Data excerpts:
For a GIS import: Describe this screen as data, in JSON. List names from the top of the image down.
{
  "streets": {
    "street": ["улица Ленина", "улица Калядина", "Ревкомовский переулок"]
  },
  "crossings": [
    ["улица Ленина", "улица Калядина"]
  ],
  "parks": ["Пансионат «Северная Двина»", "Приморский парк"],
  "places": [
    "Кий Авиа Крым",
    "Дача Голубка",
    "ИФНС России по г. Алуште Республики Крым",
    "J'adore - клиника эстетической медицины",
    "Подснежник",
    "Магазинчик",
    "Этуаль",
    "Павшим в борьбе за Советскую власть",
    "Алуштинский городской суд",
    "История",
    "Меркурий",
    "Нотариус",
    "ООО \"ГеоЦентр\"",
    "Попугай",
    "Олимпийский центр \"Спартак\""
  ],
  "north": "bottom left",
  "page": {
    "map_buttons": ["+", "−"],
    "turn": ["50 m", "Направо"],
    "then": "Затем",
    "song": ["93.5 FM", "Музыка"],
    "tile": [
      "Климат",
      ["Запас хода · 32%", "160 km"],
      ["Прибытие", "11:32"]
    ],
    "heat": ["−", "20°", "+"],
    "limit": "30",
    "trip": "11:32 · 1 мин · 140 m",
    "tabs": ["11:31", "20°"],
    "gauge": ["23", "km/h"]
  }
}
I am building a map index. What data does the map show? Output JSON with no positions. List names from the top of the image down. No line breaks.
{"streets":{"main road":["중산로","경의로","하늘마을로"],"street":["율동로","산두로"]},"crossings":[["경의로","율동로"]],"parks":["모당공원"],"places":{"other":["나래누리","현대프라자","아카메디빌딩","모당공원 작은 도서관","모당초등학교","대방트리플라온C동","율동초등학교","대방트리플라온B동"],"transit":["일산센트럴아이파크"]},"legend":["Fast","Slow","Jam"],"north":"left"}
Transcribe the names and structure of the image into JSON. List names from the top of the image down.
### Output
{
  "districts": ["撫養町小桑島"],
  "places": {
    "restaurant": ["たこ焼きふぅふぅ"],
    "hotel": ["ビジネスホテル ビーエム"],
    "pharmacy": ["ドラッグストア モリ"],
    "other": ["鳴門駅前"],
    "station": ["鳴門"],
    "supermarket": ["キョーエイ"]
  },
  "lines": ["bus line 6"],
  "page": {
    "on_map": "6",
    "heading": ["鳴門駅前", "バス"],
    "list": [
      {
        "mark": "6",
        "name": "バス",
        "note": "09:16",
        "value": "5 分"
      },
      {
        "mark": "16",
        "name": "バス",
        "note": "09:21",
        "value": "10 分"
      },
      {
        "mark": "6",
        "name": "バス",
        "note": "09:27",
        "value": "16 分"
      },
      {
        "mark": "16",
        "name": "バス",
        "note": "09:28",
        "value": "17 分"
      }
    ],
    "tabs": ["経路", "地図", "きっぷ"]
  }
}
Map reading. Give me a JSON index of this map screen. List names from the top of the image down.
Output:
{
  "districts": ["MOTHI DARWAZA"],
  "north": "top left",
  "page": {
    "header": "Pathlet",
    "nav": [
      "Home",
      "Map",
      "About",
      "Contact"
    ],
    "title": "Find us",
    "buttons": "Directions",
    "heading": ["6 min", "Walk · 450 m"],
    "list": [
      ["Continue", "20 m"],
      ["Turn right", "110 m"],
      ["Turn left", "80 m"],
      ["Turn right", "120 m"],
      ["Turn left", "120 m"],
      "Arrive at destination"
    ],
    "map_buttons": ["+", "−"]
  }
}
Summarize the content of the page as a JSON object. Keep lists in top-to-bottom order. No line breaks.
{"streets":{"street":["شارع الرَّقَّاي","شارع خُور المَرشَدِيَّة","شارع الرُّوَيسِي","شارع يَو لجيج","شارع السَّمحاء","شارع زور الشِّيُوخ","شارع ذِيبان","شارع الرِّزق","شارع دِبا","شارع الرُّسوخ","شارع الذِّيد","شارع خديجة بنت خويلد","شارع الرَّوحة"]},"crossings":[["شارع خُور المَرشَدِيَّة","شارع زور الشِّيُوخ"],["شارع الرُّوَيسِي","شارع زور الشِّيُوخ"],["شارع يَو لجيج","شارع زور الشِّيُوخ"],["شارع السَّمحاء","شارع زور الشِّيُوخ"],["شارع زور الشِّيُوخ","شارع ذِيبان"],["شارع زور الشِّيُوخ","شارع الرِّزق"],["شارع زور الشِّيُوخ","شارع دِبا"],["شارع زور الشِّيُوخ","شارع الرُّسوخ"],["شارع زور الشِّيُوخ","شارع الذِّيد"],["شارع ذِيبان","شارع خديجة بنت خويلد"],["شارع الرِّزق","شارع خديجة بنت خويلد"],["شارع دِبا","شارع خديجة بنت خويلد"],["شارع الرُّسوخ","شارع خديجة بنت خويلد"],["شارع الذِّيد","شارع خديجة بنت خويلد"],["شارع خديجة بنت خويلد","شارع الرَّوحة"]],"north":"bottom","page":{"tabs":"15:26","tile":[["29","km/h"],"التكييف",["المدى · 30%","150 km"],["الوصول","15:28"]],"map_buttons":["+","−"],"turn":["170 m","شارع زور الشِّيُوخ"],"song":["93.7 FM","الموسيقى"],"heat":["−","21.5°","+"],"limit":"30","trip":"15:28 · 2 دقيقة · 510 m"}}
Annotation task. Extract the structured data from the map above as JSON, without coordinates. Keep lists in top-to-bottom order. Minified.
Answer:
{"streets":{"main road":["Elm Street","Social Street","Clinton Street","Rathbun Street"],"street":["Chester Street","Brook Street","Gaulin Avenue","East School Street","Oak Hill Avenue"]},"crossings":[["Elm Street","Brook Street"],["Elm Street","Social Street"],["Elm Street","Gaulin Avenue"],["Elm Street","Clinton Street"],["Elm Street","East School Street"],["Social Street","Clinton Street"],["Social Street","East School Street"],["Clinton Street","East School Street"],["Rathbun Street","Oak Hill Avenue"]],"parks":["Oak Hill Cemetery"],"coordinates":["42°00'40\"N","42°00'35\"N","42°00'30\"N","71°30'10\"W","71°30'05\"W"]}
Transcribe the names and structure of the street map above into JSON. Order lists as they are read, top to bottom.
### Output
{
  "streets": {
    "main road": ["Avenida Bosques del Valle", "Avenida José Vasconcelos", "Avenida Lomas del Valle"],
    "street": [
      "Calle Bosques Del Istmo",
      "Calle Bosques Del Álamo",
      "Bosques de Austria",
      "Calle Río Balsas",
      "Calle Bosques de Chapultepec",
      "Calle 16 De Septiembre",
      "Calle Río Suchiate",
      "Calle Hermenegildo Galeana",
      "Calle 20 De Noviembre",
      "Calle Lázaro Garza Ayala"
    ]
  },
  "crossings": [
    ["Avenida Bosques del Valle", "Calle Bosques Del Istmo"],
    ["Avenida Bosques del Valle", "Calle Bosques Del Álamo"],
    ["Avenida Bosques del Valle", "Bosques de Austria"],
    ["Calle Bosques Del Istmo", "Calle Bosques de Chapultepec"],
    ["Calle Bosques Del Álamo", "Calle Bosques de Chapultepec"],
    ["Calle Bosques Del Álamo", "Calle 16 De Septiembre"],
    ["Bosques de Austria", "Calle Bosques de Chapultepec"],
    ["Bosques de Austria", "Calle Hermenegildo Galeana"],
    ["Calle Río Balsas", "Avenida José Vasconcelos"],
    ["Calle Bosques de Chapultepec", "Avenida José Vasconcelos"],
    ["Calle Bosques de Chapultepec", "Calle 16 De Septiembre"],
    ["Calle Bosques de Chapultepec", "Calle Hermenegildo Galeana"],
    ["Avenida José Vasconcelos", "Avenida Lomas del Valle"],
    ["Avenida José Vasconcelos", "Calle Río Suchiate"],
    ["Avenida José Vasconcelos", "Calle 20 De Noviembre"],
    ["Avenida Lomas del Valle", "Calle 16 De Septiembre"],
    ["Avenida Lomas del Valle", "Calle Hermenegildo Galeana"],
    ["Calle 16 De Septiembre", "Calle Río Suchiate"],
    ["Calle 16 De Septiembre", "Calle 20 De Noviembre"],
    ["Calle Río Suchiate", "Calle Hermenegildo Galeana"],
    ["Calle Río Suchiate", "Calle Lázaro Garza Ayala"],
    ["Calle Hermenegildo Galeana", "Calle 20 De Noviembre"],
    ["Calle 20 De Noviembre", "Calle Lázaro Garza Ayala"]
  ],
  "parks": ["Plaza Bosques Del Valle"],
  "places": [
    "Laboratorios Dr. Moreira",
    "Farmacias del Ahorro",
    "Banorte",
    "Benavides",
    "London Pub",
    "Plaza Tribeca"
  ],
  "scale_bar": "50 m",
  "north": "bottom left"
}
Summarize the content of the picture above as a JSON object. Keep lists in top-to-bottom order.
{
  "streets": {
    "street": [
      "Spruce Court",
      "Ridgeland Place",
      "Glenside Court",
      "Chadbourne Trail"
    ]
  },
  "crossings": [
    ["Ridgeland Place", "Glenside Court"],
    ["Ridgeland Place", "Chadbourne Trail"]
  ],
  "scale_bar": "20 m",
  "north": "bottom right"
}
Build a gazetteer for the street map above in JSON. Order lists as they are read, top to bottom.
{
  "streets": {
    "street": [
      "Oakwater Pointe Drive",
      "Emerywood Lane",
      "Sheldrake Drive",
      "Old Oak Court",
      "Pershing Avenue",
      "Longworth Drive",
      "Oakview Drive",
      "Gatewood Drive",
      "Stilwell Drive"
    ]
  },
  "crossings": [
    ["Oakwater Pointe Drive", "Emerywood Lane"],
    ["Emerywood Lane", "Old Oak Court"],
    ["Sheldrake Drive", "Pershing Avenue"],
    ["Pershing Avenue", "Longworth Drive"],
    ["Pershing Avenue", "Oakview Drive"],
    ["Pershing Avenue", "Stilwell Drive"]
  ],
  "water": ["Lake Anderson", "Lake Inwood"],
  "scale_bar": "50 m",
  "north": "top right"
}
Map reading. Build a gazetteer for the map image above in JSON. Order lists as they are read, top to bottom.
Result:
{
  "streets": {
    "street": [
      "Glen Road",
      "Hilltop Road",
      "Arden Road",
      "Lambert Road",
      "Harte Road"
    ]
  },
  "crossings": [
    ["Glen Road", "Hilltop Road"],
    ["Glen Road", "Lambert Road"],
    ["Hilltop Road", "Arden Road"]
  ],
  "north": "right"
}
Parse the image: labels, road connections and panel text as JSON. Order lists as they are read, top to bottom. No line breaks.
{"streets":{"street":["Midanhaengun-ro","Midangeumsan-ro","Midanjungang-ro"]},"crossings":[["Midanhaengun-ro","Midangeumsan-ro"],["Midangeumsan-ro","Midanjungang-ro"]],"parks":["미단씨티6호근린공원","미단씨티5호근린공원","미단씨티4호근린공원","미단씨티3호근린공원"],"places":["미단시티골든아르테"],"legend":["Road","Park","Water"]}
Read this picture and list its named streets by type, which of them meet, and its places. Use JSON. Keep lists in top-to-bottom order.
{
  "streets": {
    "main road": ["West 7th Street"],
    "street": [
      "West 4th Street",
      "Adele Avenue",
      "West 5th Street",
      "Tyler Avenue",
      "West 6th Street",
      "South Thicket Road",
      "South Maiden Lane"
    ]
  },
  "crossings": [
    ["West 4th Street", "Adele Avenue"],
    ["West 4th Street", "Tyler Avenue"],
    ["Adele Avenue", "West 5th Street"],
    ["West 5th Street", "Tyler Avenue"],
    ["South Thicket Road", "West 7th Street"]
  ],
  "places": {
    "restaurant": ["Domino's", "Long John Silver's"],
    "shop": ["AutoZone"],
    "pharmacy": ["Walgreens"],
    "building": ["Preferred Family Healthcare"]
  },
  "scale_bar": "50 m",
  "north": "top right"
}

**What you are asked to do:** How many of the lines in the records include the string "Summarize"? Reply with the number alone.

**Expected output:** 2